Behaviors to Achieve Accessibility Program Excellence

Architectural blueprint with several cartoon characters, construction equipment, and a partially built house

In a previous article, I highlighted activities that I think help people become good (or better) accessibility managers through improving their objective accessibility knowledge. While the activities identified in that article will provide individuals with a baseline of objective accessibility knowledge, it’s the behavior patterns applied with that knowledge will make or break the success of your accessibility program. Here are eight behavior elements that I think are important for an accessibility program to achieve greatness.

Behavior Element #1: Recognize that you don’t know everything

You might have a disability, you might not. Even if you do have a disability a) you don’t have every disability possible and b) you may not use assistive technology to accommodate your disability the same way anyone else with the identical disability does. Good accessibility solutions do not create an accessible experience for one group of people with disabilities at the expense of a different group. Get many opinions from others both within and outside of your company and incorporate them into your final approach to achieve new and more accessible solutions.

Behavior Element #2: Set your accessibility destination before you get too far into the trip

Set your standard first before you get into the accessibility program implementation weeds. Are you going to go for 2.1? 2.0? Level AA, Level AA + some AAA, are you going to throw in some best practices as well? Everyone has a pet peeve about something they think is important for an accessible experience that WCAG left out that can be brought in as a best practice. You need to know what you are going to consider an “accessibility success” (in the agile world we call this DoD or Definition of Done) even if you don’t quite know how you are going to get there yet.

Behavior Element #3: Adopt a process improvement program mindset

Accessibility is not a project. It doesn’t come to an end. And even when you get it right, you can always do it better. And even if you think you are doing it perfectly, there will be a new browser, or operating system, or piece of assistive technology, or product feature to test the following week. The best accessibility is done in a continuous process improvement program loop, being visited and revisited throughout the entire design and development process. This continuous accessibility reassessment will make it easier to determine what the low hanging fruit is that can benefit from more accessibility love in your organization.

Behavior Element #4: Eat the elephant one spoonful at a time

It is easy to get overwhelmed when you think about all the things accessibility touches that you need to influence to cohesively achieve accessibility excellence. Breaking the accessibility universe down into smaller galaxies and solar systems can help with that. By following this guideline, accessibility issues can be considered and addressed at a smaller level. Small accessibility victories can be built on to get to the bigger stuff done.

Behavior Element #5: Build cross-functional respect

Accessibility is highly cross-functional in nature. It is important understand the needs and constraints of the other teams that you will need to influence. At a large company this could include everyone on the design / development side of the world (including but not limited to Design, UX, Dev, Research, QA, and Release) as well as Customer Support, Training, Legal and Procurement. Everyone brings unique skillsets to the table. It is important to build a solid foundation of trust and respect with each of these departments, so they can preach the gospel of accessibility for you when you aren’t there.

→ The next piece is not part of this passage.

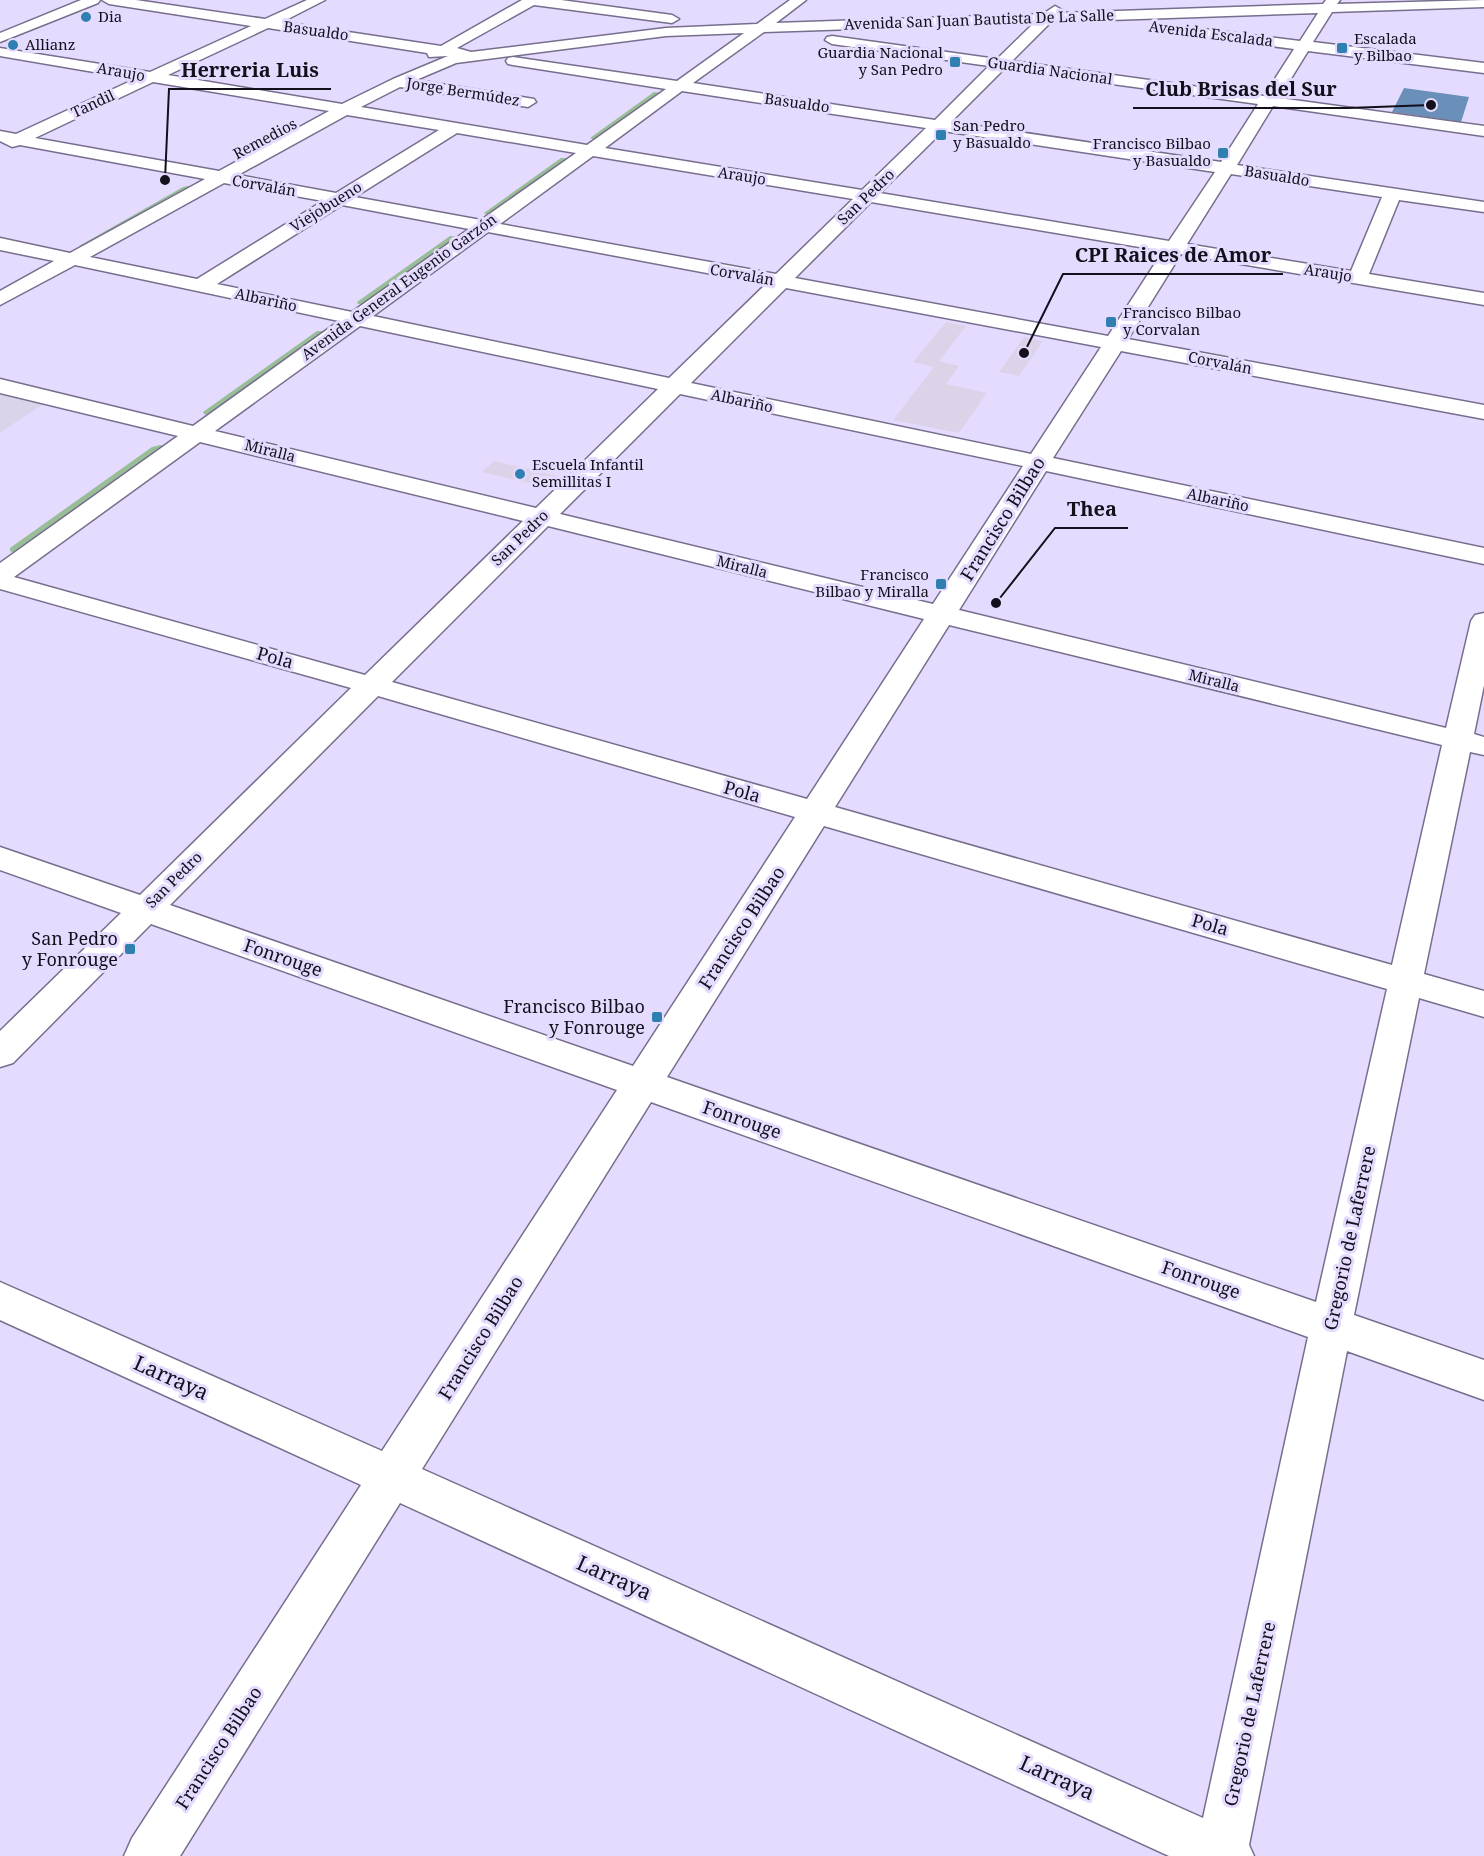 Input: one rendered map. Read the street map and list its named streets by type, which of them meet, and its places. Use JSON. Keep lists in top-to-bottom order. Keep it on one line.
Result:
{"streets":{"street":["Avenida San Juan Bautista De La Salle","Basualdo","Avenida Escalada","Guardia Nacional","Araujo","Jorge Bermúdez","Tandil","Remedios","Corvalán","San Pedro","Viejobueno","Avenida General Eugenio Garzón","Albariño","Miralla","Francisco Bilbao","Pola","Fonrouge","Gregorio de Laferrere","Larraya"]},"crossings":[["Avenida San Juan Bautista De La Salle","Basualdo"],["Avenida San Juan Bautista De La Salle","Avenida Escalada"],["Avenida San Juan Bautista De La Salle","Guardia Nacional"],["Avenida San Juan Bautista De La Salle","Remedios"],["Avenida San Juan Bautista De La Salle","San Pedro"],["Avenida San Juan Bautista De La Salle","Avenida General Eugenio Garzón"],["Avenida San Juan Bautista De La Salle","Francisco Bilbao"],["Basualdo","Tandil"],["Basualdo","Remedios"],["Basualdo","San Pedro"],["Basualdo","Avenida General Eugenio Garzón"],["Basualdo","Francisco Bilbao"],["Avenida Escalada","Francisco Bilbao"],["Guardia Nacional","San Pedro"],["Guardia Nacional","Avenida General Eugenio Garzón"],["Guardia Nacional","Francisco Bilbao"],["Araujo","Jorge Bermúdez"],["Araujo","Tandil"],["Araujo","Remedios"],["Araujo","San Pedro"],["Araujo","Viejobueno"],["Araujo","Avenida General Eugenio Garzón"],["Araujo","Francisco Bilbao"],["Jorge Bermúdez","Remedios"],["Tandil","Corvalán"],["Remedios","Corvalán"],["Remedios","Albariño"],["Corvalán","San Pedro"],["Corvalán","Viejobueno"],["Corvalán","Avenida General Eugenio Garzón"],["Corvalán","Francisco Bilbao"],["San Pedro","Albariño"],["San Pedro","Miralla"],["San Pedro","Pola"],["San Pedro","Fonrouge"],["Viejobueno","Albariño"],["Avenida General Eugenio Garzón","Albariño"],["Avenida General Eugenio Garzón","Miralla"],["Albariño","Francisco Bilbao"],["Miralla","Francisco Bilbao"],["Miralla","Gregorio de Laferrere"],["Francisco Bilbao","Pola"],["Francisco Bilbao","Fonrouge"],["Francisco Bilbao","Larraya"],["Pola","Gregorio de Laferrere"],["Fonrouge","Gregorio de Laferrere"],["Gregorio de Laferrere","Larraya"]],"places":{"other":["Dia","Allianz","Club Brisas del Sur","Herreria Luis","CPI Raices de Amor","Escuela Infantil Semillitas I","Thea"],"transit":["Escalada y Bilbao","Guardia Nacional y San Pedro","San Pedro y Basualdo","Francisco Bilbao y Basualdo","Francisco Bilbao y Corvalan","Francisco Bilbao y Miralla","San Pedro y Fonrouge","Francisco Bilbao y Fonrouge"]}}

Behavior Element #6: Always look through your user lens

This one may go without saying, but, it is rare to deliver an experience that makes users happy if you don’t involve the users in the first place. This is typically done through focus groups and user interviews. Having information about your user population and their accessibility needs helps. This data will give you more insight into the types of assistive technology that your customers utilize. If you don’t have analytics, try to get some. For example, if you discover that your users with disabilities don’t use IE, you can decide to take those testing resources and reallocate them to things that your users do consider important. Use the WebAIM surveys for general population demographics for users with vision loss if you don’t have that information specifically for your web site visitors.

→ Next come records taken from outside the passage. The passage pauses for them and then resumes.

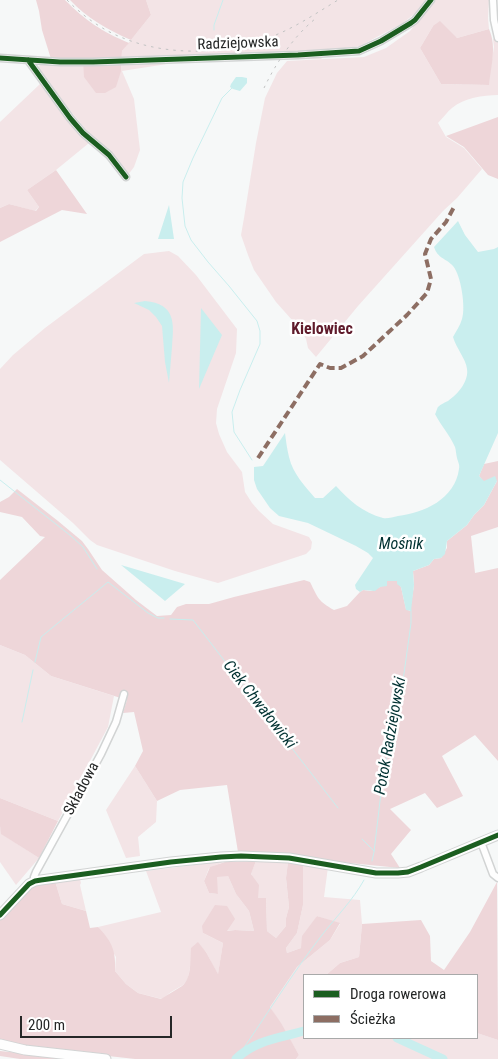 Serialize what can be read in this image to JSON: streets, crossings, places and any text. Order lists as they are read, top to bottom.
{
  "streets": {
    "street": ["Radziejowska", "Składowa"]
  },
  "districts": ["Kielowiec"],
  "water": ["Mośnik", "Ciek Chwałowicki", "Potok Radziejowski"],
  "legend": ["Droga rowerowa", "Ścieżka"],
  "scale_bar": "200 m"
}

Behavior Element #7: Run accessibility tests independent of functional test cycles

It is important that accessibility testing cycles and functional testing cycles be independent and not overlap significantly. The reason for this is two-fold:

1) If there are significant functional defects, progress in accessibility testing will be slow and painstaking (assuming it can be done at all)

2) Accessibility testing will have to be repeated once the major functional defects have been resolved because the fixes to the defects likely touch the code that you’ve already tested.

Also, functional QA engineers generally do not have assistive technology experience and thus are not qualified to perform accessibility testing.

Behavior Element #8: Innovative solutions are not only OK, they are desired

WCAG does not mandate approaches to accessibility. For example, WCAG does not require alt-text, even though many people think it does. What WCAG does require is text equivalents for non-decorative graphics. How that is implemented is up to you ! Text equivalents can take the form of alt-text, long-desc, visual text next to pictures, or text files containing more complicated descriptions. Iterate on your accessibility solutions. If one thing doesn’t work, try something else. Don’t fall into the “we’ve never done it this way” trap.


Accessibility is more than a set of guidelines about WCAG and ARIA combined with assistive technology. Good business sense requires that the set of guidelines be implemented with positive behavior patterns that make accessibility not just something that is tacked onto the end of the SDLC, but thought about from the beginning by all segments of the company that can influence its implementation.